The prevalence of memory resident malware remains extremely high. Defenders have imposed significant costs on file-based techniques, and malware must typically utilize in-memory techniques to avoid detection. In Elastic's recently-published Global Threat Report, defense evasion is the most diverse tactic we observed and represents an area of rapid, continuous innovation.
It is convenient, and sometimes necessary, for memory-resident malware to create its own threads within its surrogate process. Many such threads can be detected with relatively low noise by identifying those which have a start address not backed by a Portable Executable (PE) image file on disk. This detection technique was originally conceived by Elastic's Gabriel Landau and Nicholas Fritts for the Elastic Endgame product. Shortly thereafter, it was released as a PowerShell script for the benefit of the community in the form of Get-InjectedThread with the help of Jared Atkinson and Elastic's Joe Desimone at the 2017 SANS Threat Hunting and IR Summit.
However, an adversary often has sufficient control to create a thread with an image-backed start address which will subsequently transfer execution to their unbacked memory. When this transfer is done immediately, it is known as a “trampoline” as you are quickly catapulted somewhere else.
There are four broad classes of trampolines – you can build your own from scratch, you can use an illusionary trampoline, you can repurpose something else as a trampoline, or you can simply find an existing trampoline.

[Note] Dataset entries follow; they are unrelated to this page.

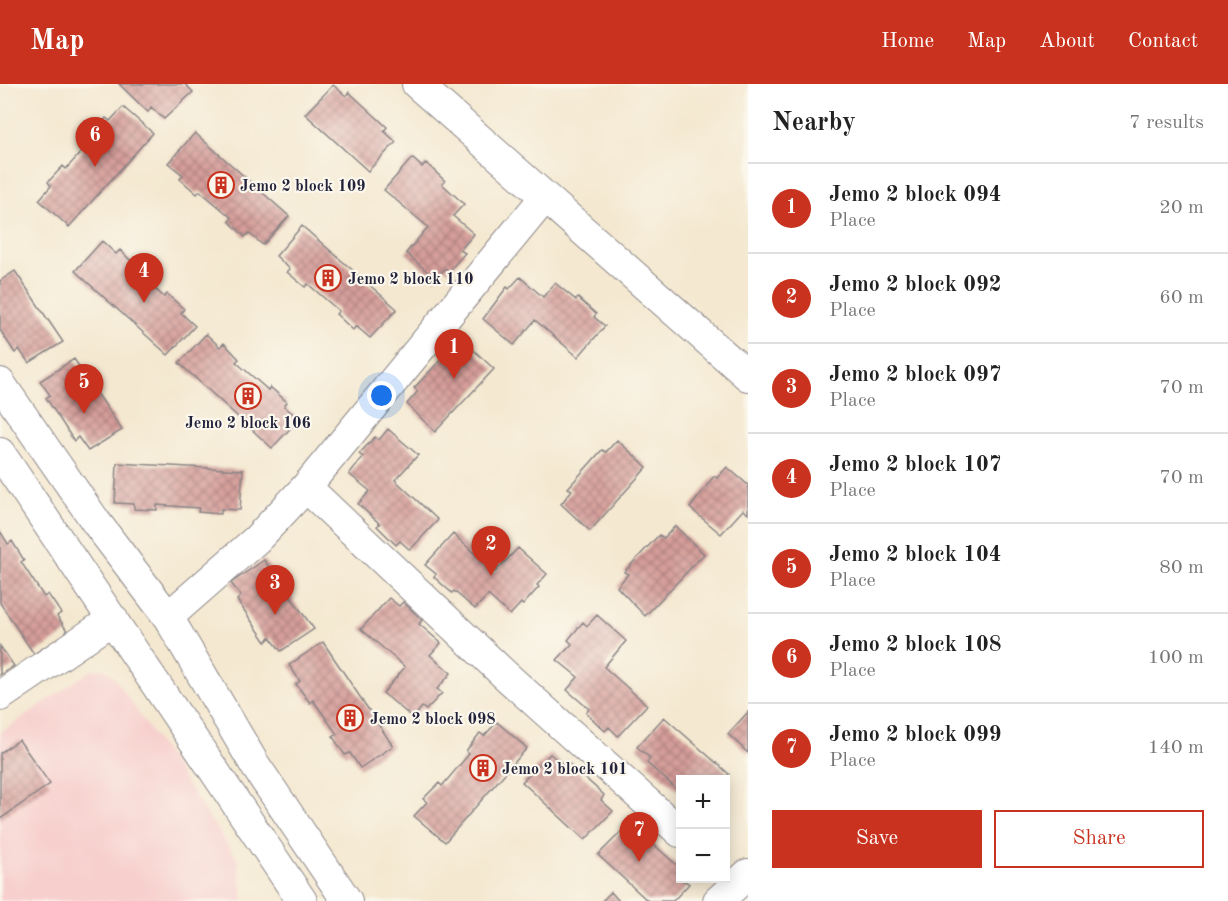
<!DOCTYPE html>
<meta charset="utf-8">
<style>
:root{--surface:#fff;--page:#f2f2f2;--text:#222;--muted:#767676;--line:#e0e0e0;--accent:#c8321e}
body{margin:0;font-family:"Old Standard TT",serif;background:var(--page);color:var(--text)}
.controls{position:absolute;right:18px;bottom:18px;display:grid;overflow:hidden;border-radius:0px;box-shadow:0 3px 15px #0003}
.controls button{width:54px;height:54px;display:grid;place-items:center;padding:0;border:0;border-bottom:2px solid var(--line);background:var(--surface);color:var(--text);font:30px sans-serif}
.you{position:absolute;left:382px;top:312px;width:21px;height:21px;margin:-15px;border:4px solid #fff;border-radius:50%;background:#1a73e8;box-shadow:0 0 0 9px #1a73e833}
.badge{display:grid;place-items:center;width:39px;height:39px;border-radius:50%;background:var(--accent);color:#fff;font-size:20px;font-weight:700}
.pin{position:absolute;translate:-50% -50px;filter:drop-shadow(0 2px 3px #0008)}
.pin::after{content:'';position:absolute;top:32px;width:21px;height:18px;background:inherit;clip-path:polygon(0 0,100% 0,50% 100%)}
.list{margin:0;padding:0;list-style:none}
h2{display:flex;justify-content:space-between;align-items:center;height:78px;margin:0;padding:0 24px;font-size:26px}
h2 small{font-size:20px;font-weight:400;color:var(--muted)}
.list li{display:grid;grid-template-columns:39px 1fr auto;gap:18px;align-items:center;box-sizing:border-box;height:90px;padding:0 24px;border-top:2px solid var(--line)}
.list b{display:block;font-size:22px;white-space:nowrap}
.list p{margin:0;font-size:20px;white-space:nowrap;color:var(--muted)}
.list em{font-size:20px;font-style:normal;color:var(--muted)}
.actions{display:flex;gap:12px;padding:18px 24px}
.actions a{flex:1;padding:14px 0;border:2px solid var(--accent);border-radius:0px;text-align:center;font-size:21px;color:var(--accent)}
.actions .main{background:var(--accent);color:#fff}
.map{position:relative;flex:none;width:748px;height:817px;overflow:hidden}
header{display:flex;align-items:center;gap:36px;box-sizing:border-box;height:84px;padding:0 30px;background:var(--accent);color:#fff}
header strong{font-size:28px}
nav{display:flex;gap:33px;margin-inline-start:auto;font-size:21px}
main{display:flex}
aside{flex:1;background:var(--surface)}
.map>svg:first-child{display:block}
.built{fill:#f7d0ce}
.building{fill:url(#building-cross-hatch)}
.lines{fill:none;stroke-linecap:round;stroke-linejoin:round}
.minor-casing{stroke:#8b8586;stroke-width:32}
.minor{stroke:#fff;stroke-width:30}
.labels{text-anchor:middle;stroke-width:4.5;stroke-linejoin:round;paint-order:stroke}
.poi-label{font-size:16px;font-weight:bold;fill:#22223b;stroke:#fbf7ec;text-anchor:start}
</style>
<header>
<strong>Map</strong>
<nav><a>Home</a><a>Map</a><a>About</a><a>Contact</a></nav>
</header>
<main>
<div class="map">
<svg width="748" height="817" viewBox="0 0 748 817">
<defs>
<pattern id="building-cross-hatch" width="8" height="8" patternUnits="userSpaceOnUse" patternTransform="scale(1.5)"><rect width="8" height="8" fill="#d69e9a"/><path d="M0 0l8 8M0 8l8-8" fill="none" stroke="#ad807f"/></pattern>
</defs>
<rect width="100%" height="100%" fill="#fbf7ec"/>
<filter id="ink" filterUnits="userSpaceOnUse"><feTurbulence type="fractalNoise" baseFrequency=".0167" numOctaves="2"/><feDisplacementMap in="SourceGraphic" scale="12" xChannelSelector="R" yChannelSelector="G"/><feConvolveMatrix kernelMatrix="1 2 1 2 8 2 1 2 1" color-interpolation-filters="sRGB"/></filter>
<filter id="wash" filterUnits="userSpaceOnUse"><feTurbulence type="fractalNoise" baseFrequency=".008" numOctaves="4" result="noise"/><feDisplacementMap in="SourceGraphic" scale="24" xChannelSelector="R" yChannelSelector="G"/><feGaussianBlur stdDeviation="1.35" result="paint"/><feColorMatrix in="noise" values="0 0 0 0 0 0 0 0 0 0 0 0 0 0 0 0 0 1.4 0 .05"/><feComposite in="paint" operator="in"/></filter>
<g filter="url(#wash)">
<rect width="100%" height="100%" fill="#f4e8d0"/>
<path class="built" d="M 105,585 L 114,593 L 238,776 L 244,817 L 0,817 L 0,649 L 92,586 Z"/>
<g id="blocks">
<path class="building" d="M 119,0 L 185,0 L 193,8 L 164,35 L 151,23 L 148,28 Z
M 333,1 L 346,12 L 349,8 L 387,43 L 384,47 L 396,58 L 368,87 L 305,30 Z
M 123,23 L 153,49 L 69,143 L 39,116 L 51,102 L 48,98 L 63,82 L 66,85 L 94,54 L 91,51 L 106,34 L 110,37 Z
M 195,49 L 289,132 L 263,161 L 249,149 L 245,153 L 229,137 L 232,134 L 200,107 L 197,110 L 180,95 L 183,91 L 168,79 Z
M 412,74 L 422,83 L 426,79 L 445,97 L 442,100 L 464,120 L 453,132 L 474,150 L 460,166 L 465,169 L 449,187 L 445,184 L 436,195 L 406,169 L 428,143 L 384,106 Z
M 302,142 L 397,225 L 370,254 L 356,242 L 353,246 L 336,230 L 339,227 L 308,200 L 305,203 L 287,188 L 290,185 L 276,172 Z
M 102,157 L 116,170 L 120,166 L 136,182 L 133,185 L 164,213 L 167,210 L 184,225 L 181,229 L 195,242 L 168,271 L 75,187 Z
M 15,187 L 63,258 L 29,279 L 19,265 L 15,269 L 0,246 L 0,197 Z
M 520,193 L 543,213 L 555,199 L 576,216 L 578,214 L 596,230 L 594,233 L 605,242 L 578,273 L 535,236 L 514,261 L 483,235 L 507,203 L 509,205 Z
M 206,250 L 220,263 L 224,259 L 239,275 L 236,278 L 268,306 L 270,303 L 287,318 L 284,322 L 299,335 L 272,364 L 179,279 Z
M 465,258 L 494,285 L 435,348 L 407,320 L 418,307 L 414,304 L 449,267 L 453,270 Z
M 74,275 L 122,346 L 88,367 L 78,353 L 74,357 L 46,314 L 50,311 L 40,297 Z
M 388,345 L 418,371 L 395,396 L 438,436 L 410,466 L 400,457 L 396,461 L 377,442 L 380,440 L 358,420 L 370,407 L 349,390 L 363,373 L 359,370 L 375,353 L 379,356 Z
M 617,356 L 647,383 L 590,447 L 561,420 L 572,406 L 568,404 L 602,366 L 606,368 Z
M 117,379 L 243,386 L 240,426 L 221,425 L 221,430 L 198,428 L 199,424 L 157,421 L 157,426 L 134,425 L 134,420 L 115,419 Z
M 727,383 L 748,401 L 748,430 L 743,426 L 721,450 L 690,424 L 714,392 L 717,394 Z
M 675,442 L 704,470 L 645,532 L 617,503 L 628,490 L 624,488 L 659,451 L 664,454 Z
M 0,447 L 8,460 L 12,457 L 24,476 L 21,478 L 44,513 L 48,510 L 61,529 L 57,532 L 68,548 L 34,570 L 0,519 Z
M 453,450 L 495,488 L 518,464 L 547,490 L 537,501 L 539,503 L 523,521 L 521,519 L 510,531 L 488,511 L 475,525 L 454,507 L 452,509 L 434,493 L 436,490 L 425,481 Z
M 264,476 L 314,545 L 281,567 L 270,553 L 266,558 L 237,516 L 241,512 L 231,499 Z
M 389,514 L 399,522 L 403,518 L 422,536 L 419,540 L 441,559 L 430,571 L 451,589 L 437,605 L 442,609 L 426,626 L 422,623 L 413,634 L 383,609 L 405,583 L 361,545 Z
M 597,531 L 626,557 L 604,583 L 647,621 L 618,652 L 609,643 L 605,647 L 586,629 L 589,625 L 567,606 L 578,593 L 557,576 L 572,560 L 568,556 L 583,538 L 587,542 Z
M 323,558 L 393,662 L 360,684 L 350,669 L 345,671 L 333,653 L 337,650 L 313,616 L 310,619 L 296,600 L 300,597 L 289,581 Z
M 0,562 L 14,582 L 0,591 Z
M 748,628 L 748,669 L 728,650 Z
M 664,633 L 729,690 L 724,696 L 680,696 L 680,708 L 647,679 L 650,674 L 637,663 Z
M 497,638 L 527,664 L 445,758 L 414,732 L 427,718 L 423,715 L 439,699 L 442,702 L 469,670 L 466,667 L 480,649 L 484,652 Z
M 19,656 L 50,700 L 0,735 L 0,669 Z
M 550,670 L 564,681 L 566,677 L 604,711 L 601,716 L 613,727 L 585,756 L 522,698 Z
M 626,743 L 639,754 L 642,750 L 680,784 L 676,789 L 680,794 L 689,800 L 673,817 L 648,817 L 598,771 Z
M 611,808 L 619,817 L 602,817 Z"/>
</g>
</g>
<g filter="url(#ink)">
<use href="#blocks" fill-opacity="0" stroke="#8b8586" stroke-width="1.5"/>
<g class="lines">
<defs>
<path id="minor" d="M 417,0 L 748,292
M 0,299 L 96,438 L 168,533 L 255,681 L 347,817
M 0,369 L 302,817
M 306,403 L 504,590 L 680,748
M 168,533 L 257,455 L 306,403 L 545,113
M 0,612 L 113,535
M 718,817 L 748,790"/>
</defs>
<use href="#minor" class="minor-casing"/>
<use href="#minor" class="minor"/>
</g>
</g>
<defs>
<symbol id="building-ring" viewBox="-11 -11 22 22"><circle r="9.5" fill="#fbf7ec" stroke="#c8321e" stroke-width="1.5"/><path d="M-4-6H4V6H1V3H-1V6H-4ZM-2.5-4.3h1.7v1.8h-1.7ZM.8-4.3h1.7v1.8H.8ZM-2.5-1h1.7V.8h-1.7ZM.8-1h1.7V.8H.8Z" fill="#c8321e"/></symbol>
</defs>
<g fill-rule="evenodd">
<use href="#building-ring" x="206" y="86" width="30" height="30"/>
<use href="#building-ring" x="313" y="179" width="30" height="30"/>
<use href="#building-ring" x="233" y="297" width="30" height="30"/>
<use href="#building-ring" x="335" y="619" width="30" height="30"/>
<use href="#building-ring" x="468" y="669" width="30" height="30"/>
</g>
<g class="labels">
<g class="poi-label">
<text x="240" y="107">Jemo 2 block 109</text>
<text x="348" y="200">Jemo 2 block 110</text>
<text x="248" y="344" text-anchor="middle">Jemo 2 block 106</text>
<text x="370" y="640">Jemo 2 block 098</text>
<text x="502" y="690">Jemo 2 block 101</text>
</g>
</g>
</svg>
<div class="controls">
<button>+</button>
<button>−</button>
</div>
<div class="you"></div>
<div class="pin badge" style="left:454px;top:295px">1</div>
<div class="pin badge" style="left:491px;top:492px">2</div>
<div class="pin badge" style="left:275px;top:531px">3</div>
<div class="pin badge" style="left:144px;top:219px">4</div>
<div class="pin badge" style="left:84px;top:330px">5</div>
<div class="pin badge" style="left:95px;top:83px">6</div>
<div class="pin badge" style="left:639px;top:778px">7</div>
</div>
<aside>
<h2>Nearby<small>7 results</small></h2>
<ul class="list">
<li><span class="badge">1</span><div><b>Jemo 2 block 094</b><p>Place</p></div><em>20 m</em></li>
<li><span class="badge">2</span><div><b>Jemo 2 block 092</b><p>Place</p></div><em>60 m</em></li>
<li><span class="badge">3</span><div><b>Jemo 2 block 097</b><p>Place</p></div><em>70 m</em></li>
<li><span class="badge">4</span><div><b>Jemo 2 block 107</b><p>Place</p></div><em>70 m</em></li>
<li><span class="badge">5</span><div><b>Jemo 2 block 104</b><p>Place</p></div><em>80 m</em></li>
<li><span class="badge">6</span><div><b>Jemo 2 block 108</b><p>Place</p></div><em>100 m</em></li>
<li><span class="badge">7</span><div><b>Jemo 2 block 099</b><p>Place</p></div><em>140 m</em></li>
</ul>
<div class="actions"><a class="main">Save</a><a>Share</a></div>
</aside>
</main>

In other words - hooks, hijacks, gadgets and functions.
Each of these will bypass our original unbacked executable memory heuristic.
I highly recommend these two excellent blogs as background:
- Understanding and Evading Get-InjectedThread by Adam Chester.
- Avoiding Get-InjectedThread for Internal Thread Creation by Christopher Paschen.
In this blog, we will demonstrate how to detect each of these classes of bypass and release an updated PowerShell detection script – Get-InjectedThreadEx.
As a quick recap, the Win32 CreateThread() API lets you specify a pointer to a desired StartAddress which will be used as the entrypoint of a function that takes exactly one user-provided parameter.
So, CreateThread() is effectively a simple shellcode runner.
And its sibling, CreateRemoteThread() is effectively remote process injection.
The value of the lpStartAddress parameter is stored by the kernel in the Win32StartAddress field within the ETHREAD structure for that thread.
This value can be queried from user mode using the documented NtQueryInformationThread() syscall with the ThreadQuerySetWin32StartAddress information class. A subsequent call to VirtualQueryEx() can be used to make a second syscall requesting the basic memory information for that virtual address from the kernel. This includes an enumeration indicating whether the memory is a mapped PE image, a mapped file, or simply private memory.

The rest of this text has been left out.